> At some point, they need to stop asking "can we add this feature?" and start asking "does this text editor need a network-aware rendering stack?"

They didn’t stop there. They also asked “does this need AI?” and came up with the wrong answer.

"For nearly thirty years, notepad.exe was the gold standard for a "dumb" utility which was a simple, win32-backed buffer for strings that did exactly one thing...display text."

Well, except that this did not prevent it from having embarrassing bugs. Google "Bush hid the facts" for an example. I'm serious, you won't be disappointed.

I think complexity is relative. At the time of the "Bush hid the facts" bug, nailing down Unicode and text encodings was still considered rocket science. Now this is a solved problem and we have other battles we fight.

I couldn't agree more. A text editor exposing an attack surface via a network stack is precisely the kind of bloat that makes modern computing ultra-fragile.

I actually built a "dumb" alternative in Rust last week specifically to escape this. It’s a local-only binary—no network permissions, encrypted at rest, and uses FIPS-compliant bindings (OpenSSL) just to keep the crypto boring and standard.

It’s inspectable if you want to check the crate: https://github.com/BrowserBox/FIPSPad

>At some point, they need to stop asking "can we add this feature?" and start asking "does this text editor need a network-aware rendering stack?"

But so far as I can tell the bug isn't related to "network-aware rendering stack" or AI (as other people are blindly speculating)?

From MSRC:

>How could an attacker exploit this vulnerability?

>An attacker could trick a user into clicking a malicious link inside a Markdown file opened in Notepad, causing the application to launch unverified protocols that load and execute remote files.

Sounds like a bug where you could put an url like \\evil.example\virus.exe into a link, and if a user clicks it executes virus.exe

Things started going downhill when they added a Bing option to one of the menus, which was only very recently after they added support for *nix newlines. A very mishandled product, but then the whole OS has been mishandled since 10. Some would say 7.

Question is, did they even realize they added a network-aware rendering stack...

It'd be more hilarious if it weren't so sad. In just 10 years a disturbingly large number of huge development teams decided that making a GUI application using the old ways [1] was too hard and decided to ship an entire web engine (electron) to render 10 buttons.

[1] (native GUI widgets? agggh)

Unfortunately, code execution in text editors aren't a new thing. Vim had one published in 2019: https://github.com/numirias/security/blob/master/doc/2019-06...

Another in 2004: https://www.cve.org/CVERecord?id=CVE-2002-1377

Neither vim nor Notepad are purely for displaying text though.

The day calculator brought me to an MS Store login was the day I became a radical.

> viewing data is a fundamental failure of the principle of least privilege.

I read the cwe not cve, was wrong. It's still early in the morning...

I'm not sure if we should use "gold standard" together with the little piece of garbage that notepad.exe was for most of its existence. It has been the bane for anyone who had to do work on locked down Windows servers and had to, e.g., edit files with modern encodings. They fixed some of it in the meantime, but the bitter taste remains.

You goto go with the times man, goto write yourself a fulltime job with a legacy.

EDIT: THE OLD NOTEPAD IS STILL IN WINDOWS AND WE CAN USE IT!

https://learn.microsoft.com/en-us/answers/questions/3845356/...

You basically have to find the "execution alias" setting and disable notepad and you get the ole reliable :D

OLD POST:

This has hurt me specifically. Since I work without IDEs, no VIM, no vs code. On linux I use nano, on windows I use Notepad. I like the minimalism and the fact that I have absolute control, and that I can work on any machine without needing to introduce an external install.

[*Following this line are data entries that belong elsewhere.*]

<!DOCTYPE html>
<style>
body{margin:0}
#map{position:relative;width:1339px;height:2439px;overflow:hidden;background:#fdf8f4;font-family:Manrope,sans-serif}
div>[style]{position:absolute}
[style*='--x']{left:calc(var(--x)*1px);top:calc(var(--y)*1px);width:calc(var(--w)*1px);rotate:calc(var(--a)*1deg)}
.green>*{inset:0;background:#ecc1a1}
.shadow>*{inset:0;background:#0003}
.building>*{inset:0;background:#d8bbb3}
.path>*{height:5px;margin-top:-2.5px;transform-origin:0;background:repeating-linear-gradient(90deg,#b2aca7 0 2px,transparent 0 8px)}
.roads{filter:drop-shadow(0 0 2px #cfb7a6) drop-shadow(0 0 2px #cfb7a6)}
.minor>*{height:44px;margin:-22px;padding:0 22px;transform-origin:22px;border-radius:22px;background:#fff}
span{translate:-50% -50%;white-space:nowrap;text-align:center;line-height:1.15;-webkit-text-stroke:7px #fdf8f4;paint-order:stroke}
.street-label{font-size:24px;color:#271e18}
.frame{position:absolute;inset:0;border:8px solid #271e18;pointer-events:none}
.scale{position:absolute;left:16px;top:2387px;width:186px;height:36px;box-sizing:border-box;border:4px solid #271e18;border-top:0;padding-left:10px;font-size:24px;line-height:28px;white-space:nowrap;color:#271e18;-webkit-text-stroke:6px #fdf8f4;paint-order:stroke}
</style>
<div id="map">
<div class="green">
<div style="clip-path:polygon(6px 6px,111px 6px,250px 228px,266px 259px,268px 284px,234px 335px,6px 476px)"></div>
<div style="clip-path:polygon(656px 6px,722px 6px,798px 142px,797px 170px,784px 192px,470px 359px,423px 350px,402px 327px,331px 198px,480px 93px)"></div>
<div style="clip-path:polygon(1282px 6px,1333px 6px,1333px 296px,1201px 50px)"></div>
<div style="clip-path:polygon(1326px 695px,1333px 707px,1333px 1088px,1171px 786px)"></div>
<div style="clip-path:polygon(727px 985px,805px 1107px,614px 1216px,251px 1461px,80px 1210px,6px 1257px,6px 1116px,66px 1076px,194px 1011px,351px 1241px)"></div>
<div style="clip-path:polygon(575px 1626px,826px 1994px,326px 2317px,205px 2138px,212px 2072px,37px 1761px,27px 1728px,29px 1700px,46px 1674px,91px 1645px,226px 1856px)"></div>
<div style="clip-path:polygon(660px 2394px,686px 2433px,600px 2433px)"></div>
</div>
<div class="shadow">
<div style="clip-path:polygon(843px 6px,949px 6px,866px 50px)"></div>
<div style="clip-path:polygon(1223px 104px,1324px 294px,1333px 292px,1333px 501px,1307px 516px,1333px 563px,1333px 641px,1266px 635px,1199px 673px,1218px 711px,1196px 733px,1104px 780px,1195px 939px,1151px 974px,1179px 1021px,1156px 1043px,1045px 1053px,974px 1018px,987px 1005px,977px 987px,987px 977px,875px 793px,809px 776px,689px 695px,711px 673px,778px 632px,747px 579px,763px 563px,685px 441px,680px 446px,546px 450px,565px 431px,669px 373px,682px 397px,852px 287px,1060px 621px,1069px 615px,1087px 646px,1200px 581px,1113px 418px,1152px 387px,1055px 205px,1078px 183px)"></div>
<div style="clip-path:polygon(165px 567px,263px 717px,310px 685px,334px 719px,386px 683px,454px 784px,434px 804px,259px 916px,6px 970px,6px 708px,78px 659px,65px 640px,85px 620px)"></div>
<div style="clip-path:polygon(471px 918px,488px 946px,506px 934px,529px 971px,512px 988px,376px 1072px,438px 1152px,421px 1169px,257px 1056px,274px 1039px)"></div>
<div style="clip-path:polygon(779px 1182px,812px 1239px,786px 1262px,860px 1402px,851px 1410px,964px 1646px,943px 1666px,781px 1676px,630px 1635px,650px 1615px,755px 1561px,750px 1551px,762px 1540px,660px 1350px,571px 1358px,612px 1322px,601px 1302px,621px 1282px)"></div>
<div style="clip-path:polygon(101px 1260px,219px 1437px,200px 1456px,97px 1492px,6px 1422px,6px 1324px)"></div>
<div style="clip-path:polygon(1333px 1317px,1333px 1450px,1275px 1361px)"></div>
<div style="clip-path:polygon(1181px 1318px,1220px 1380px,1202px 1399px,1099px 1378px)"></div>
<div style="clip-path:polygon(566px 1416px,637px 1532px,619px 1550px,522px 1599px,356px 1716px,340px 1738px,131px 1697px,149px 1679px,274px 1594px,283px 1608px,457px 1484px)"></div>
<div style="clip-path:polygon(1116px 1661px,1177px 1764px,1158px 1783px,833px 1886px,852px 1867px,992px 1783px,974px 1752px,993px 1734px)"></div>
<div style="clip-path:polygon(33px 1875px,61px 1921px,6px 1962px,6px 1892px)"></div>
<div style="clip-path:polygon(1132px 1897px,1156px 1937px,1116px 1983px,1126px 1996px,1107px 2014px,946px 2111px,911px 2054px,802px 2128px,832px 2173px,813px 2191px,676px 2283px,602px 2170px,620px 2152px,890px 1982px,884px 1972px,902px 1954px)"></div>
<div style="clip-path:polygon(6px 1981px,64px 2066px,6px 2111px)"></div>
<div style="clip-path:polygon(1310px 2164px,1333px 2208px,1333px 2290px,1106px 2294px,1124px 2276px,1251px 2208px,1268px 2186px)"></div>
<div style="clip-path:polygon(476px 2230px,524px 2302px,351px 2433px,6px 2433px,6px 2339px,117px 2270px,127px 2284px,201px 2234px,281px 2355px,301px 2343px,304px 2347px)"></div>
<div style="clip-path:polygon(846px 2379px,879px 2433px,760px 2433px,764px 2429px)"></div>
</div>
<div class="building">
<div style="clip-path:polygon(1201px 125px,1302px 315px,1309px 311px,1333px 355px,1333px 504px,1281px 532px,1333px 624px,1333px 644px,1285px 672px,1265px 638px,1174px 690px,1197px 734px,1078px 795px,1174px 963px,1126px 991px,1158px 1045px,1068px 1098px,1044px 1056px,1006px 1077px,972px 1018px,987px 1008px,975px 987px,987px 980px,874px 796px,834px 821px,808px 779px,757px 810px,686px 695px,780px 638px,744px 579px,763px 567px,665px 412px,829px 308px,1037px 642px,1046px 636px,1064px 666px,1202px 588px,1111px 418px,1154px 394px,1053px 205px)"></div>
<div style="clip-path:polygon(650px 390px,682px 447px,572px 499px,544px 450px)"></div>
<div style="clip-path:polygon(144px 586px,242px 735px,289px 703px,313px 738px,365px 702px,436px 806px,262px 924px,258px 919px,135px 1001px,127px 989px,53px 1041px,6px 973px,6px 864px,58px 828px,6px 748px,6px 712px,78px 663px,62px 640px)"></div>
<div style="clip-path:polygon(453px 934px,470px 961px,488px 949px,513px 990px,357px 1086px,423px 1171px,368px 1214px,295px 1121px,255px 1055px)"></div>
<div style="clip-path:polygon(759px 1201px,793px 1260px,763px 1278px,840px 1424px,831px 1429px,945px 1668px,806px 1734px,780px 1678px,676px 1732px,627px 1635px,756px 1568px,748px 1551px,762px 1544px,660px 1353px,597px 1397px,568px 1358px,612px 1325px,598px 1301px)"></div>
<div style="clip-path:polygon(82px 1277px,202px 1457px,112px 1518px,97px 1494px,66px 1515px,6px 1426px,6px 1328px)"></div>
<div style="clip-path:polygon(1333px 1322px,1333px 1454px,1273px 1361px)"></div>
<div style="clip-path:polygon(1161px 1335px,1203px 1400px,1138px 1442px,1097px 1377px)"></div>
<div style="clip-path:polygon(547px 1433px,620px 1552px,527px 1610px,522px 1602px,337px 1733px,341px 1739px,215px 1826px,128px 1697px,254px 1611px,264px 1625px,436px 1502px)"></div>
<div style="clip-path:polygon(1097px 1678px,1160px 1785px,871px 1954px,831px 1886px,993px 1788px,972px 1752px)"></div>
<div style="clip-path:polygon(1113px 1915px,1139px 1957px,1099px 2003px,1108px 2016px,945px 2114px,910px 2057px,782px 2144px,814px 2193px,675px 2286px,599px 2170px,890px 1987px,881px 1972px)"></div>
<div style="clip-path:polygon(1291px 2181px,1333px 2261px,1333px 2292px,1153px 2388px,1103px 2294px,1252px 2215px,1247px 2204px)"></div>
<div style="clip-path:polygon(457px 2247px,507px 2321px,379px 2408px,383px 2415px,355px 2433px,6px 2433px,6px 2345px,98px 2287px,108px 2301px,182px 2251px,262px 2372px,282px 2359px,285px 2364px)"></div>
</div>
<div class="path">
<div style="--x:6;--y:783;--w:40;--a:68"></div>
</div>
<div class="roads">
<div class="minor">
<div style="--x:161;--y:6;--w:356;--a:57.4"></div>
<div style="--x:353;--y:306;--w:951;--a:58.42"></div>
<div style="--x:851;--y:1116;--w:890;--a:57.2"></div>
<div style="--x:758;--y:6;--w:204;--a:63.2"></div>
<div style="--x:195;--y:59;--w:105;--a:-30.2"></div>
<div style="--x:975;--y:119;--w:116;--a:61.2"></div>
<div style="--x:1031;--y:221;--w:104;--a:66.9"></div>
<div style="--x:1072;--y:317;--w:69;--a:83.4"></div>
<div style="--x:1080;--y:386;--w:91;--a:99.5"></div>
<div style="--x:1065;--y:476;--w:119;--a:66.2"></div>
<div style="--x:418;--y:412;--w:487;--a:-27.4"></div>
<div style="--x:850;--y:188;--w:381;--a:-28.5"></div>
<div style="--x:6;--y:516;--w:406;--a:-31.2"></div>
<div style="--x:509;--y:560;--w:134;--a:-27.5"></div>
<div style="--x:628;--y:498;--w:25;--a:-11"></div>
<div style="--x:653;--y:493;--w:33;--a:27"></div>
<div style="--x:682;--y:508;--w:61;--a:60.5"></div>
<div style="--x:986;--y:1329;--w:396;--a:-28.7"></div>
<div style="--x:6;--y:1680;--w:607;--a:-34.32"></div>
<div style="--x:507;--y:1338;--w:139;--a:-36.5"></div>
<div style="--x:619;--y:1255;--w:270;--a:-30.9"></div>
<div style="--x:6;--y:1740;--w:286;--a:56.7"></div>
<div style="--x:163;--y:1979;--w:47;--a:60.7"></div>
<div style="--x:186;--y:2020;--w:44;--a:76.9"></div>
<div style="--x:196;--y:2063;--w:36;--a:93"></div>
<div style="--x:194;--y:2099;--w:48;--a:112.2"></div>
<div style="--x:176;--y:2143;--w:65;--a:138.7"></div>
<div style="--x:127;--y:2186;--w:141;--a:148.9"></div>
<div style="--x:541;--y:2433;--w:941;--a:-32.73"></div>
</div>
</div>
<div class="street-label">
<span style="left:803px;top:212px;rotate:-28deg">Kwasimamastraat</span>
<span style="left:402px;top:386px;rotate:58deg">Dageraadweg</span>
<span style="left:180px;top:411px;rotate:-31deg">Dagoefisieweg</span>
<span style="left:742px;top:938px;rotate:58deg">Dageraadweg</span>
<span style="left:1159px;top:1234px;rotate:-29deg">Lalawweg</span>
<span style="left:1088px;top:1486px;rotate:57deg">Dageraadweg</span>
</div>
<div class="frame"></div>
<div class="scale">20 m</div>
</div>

Last couple of years notepad started getting more features, but I'm very practical so I just ignored them, logged out of my account when necessary, opted out of features in settings, whatever.

But now this moment feels like I must change something, we need a traditional notepad.exe or just copy it from a previous version, I'll try adding NOTEPAD.exe to a thumb drive and having that. But it's a shame that it breaks the purity of "working with what's installed".

tell this to level N-1 managers that want to get promoted by the only way of "launching features"

A utility meant for viewing data? I don't think you understand what a text editor is.

I'd agree that recent features feel a bit unnecessary, but it does need to edit and write files - including system ones (going through however that is authorised). You could sandbox a lot of apps with limited impact, but it would make a text editor really useless. Least privilege principles work best when you don't need many privileges.

They should have called it Emacs. Then everybody would have known.